(Task requirements)
Exactly reproduce the lines from the top of the entries below through the line containing "position:relative; width:1530px; height:2190px;", with both ends included.

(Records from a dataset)
════════
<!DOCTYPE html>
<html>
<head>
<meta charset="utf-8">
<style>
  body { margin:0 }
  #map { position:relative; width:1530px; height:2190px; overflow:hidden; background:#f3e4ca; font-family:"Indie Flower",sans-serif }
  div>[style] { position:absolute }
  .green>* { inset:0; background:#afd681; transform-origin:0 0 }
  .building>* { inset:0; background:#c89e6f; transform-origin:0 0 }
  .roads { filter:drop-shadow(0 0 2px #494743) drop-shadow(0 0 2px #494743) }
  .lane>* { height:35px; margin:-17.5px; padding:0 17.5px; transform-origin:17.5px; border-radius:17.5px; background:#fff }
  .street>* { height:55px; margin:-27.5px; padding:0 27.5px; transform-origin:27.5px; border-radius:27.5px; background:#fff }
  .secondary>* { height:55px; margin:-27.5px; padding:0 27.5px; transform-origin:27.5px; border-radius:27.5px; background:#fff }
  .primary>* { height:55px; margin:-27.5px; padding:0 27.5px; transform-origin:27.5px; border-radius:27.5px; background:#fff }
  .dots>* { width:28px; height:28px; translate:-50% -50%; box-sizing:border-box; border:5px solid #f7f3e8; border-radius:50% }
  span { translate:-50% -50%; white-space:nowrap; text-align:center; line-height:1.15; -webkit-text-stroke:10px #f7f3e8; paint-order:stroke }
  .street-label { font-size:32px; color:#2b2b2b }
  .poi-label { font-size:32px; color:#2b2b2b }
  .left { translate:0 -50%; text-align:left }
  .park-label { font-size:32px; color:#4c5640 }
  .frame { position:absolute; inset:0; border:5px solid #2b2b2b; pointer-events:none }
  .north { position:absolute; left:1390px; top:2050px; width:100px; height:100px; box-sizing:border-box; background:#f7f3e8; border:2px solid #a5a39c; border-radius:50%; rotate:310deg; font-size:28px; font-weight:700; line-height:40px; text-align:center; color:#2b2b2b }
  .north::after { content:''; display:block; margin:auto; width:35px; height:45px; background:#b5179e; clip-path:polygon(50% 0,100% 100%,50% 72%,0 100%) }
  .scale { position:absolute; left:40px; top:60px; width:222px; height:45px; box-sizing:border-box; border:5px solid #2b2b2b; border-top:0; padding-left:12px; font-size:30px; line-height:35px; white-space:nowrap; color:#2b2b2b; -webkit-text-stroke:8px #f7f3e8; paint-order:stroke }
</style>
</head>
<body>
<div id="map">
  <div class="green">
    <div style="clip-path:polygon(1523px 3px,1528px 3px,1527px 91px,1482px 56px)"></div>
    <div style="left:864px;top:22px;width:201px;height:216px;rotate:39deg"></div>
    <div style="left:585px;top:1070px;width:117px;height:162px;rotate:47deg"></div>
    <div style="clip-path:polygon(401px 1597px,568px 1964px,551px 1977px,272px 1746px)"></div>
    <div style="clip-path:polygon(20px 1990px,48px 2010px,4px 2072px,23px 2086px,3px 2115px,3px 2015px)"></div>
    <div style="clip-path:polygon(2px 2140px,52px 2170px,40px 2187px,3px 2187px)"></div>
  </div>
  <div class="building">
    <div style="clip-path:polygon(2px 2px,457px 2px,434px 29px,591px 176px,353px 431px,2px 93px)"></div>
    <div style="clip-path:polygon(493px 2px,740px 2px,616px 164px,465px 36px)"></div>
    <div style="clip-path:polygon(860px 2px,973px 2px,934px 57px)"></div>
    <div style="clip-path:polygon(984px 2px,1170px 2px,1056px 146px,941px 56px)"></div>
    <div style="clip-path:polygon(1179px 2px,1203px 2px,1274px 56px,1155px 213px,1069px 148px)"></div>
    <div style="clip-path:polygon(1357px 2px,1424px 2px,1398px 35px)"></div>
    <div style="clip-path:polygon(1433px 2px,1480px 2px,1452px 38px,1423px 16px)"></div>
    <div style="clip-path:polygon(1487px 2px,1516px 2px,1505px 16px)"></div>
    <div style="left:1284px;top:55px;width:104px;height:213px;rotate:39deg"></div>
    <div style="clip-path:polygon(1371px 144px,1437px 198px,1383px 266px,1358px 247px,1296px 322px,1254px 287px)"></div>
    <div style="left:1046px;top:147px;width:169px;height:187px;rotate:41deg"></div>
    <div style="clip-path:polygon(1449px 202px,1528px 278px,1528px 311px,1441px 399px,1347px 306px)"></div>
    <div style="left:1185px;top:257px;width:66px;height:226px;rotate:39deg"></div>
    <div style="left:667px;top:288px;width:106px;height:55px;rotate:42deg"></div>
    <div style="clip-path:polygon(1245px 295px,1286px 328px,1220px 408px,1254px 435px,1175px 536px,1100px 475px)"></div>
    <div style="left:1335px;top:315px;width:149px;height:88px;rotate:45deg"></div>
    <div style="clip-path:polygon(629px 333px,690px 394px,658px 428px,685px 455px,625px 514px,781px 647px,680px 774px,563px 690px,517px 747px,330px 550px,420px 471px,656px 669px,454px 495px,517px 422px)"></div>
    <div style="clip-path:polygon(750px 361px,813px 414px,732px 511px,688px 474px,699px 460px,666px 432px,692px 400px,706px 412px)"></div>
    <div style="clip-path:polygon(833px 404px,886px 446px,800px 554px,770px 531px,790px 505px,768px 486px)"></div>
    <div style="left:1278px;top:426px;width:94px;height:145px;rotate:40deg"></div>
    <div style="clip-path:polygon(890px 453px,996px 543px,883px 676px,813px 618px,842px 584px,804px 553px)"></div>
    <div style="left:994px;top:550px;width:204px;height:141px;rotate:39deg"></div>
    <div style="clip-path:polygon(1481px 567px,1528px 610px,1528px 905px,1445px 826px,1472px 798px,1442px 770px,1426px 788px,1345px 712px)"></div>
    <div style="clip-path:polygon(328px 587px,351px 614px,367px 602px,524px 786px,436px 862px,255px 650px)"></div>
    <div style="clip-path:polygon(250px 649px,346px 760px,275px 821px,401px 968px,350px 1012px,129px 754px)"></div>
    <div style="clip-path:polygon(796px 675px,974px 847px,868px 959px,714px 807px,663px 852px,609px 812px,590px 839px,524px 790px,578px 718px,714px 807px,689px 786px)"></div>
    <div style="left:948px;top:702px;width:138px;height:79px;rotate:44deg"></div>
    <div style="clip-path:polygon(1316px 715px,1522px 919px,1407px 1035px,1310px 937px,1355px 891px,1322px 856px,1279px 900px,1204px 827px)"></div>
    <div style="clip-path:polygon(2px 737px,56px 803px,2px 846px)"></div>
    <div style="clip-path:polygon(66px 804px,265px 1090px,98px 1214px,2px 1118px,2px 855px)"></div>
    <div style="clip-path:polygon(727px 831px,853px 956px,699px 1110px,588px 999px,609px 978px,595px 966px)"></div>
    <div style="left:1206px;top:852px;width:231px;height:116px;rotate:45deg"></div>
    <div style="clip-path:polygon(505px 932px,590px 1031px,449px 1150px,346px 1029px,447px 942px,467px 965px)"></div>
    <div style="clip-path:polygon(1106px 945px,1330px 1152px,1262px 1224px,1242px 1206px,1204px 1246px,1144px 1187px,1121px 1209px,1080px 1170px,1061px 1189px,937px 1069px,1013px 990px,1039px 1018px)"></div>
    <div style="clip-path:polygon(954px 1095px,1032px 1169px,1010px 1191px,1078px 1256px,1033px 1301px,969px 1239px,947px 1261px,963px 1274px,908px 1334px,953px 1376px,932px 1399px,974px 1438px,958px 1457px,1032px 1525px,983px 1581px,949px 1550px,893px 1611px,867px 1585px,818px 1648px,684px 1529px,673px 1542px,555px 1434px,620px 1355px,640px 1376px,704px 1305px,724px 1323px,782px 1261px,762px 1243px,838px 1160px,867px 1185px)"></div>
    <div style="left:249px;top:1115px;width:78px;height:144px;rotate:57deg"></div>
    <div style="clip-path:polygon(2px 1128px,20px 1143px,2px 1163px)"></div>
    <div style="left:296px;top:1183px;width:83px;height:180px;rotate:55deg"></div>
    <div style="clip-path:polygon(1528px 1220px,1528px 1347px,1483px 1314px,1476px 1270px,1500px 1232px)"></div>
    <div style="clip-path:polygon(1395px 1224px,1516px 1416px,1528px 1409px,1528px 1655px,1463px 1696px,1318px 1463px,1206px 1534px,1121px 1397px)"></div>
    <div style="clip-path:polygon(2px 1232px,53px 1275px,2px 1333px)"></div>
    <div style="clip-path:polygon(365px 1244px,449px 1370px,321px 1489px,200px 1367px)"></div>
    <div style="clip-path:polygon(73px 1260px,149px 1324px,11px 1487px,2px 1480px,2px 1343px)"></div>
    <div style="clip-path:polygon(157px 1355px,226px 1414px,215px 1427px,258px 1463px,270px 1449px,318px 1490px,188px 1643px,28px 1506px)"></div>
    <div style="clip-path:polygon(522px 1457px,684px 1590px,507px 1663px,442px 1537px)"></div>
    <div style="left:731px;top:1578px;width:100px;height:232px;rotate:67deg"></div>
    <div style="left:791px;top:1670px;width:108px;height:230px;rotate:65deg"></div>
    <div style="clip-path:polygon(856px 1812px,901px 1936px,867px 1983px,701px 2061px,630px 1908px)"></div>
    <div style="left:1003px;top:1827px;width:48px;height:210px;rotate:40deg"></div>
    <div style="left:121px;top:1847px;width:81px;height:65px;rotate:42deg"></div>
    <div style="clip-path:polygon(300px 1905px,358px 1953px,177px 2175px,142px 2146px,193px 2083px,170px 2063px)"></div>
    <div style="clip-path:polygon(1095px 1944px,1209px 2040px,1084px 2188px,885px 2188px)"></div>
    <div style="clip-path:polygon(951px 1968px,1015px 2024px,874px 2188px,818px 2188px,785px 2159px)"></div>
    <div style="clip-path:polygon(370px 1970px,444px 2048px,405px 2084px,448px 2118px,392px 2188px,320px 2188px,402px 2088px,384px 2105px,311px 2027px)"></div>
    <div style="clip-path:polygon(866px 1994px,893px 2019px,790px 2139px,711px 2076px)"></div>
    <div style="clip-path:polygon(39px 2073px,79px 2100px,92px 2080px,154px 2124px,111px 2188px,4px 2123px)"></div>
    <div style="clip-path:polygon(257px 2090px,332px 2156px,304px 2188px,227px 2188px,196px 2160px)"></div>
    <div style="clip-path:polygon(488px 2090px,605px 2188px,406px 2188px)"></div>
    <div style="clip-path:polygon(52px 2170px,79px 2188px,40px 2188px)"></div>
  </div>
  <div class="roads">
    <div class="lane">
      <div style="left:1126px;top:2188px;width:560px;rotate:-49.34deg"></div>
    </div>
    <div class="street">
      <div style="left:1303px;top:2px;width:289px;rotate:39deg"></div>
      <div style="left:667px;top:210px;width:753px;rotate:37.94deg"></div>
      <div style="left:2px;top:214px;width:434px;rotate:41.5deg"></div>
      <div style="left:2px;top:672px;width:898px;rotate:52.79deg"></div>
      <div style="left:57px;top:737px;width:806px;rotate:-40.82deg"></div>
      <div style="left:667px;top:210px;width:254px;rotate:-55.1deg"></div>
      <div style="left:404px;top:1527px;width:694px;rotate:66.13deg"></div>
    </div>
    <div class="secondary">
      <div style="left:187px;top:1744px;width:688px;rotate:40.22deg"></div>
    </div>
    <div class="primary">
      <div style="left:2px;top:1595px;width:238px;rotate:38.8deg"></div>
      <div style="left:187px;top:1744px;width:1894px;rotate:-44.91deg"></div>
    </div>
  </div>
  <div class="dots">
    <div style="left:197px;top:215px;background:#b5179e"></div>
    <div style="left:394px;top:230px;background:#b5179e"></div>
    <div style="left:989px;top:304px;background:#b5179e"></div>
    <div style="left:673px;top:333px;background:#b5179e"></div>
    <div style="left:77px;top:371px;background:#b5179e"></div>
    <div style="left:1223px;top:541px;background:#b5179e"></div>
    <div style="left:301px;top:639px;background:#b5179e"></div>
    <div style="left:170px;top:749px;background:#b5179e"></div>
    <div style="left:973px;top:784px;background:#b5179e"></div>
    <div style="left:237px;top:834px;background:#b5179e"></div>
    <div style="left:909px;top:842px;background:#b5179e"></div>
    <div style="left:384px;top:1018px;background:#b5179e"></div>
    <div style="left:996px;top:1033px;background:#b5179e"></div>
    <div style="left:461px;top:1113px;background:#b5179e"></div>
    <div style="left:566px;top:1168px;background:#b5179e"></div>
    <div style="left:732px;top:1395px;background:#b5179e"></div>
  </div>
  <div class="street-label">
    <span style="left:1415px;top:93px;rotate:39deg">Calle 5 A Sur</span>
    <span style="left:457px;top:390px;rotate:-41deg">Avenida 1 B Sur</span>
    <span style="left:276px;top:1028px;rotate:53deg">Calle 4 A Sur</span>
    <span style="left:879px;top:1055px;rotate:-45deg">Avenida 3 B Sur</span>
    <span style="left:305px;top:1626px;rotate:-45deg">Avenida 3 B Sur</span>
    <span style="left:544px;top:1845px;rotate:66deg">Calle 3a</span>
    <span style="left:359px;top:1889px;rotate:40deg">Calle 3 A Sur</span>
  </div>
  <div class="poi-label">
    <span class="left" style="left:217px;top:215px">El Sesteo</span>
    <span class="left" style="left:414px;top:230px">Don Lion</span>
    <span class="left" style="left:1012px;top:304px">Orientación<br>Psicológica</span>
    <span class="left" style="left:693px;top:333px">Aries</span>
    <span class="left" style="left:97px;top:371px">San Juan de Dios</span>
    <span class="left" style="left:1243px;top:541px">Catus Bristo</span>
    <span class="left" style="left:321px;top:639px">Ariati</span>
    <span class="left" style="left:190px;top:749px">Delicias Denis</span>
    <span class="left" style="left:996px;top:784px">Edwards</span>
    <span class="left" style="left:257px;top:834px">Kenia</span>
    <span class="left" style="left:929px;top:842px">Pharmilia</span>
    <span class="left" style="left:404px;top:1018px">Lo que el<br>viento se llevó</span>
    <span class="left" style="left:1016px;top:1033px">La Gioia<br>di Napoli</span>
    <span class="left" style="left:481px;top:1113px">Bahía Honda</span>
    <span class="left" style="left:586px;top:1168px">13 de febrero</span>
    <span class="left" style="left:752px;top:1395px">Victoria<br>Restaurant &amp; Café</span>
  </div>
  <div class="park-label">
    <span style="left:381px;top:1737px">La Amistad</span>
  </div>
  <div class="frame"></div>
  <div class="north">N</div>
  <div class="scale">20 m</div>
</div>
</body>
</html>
════════
(Task response)
<!DOCTYPE html>
<html>
<head>
<meta charset="utf-8">
<style>
  body { margin:0 }
  #map { position:relative; width:1530px; height:2190px; overflow:hidden; background:#f3e4ca; font-family:"Indie Flower",sans-serif }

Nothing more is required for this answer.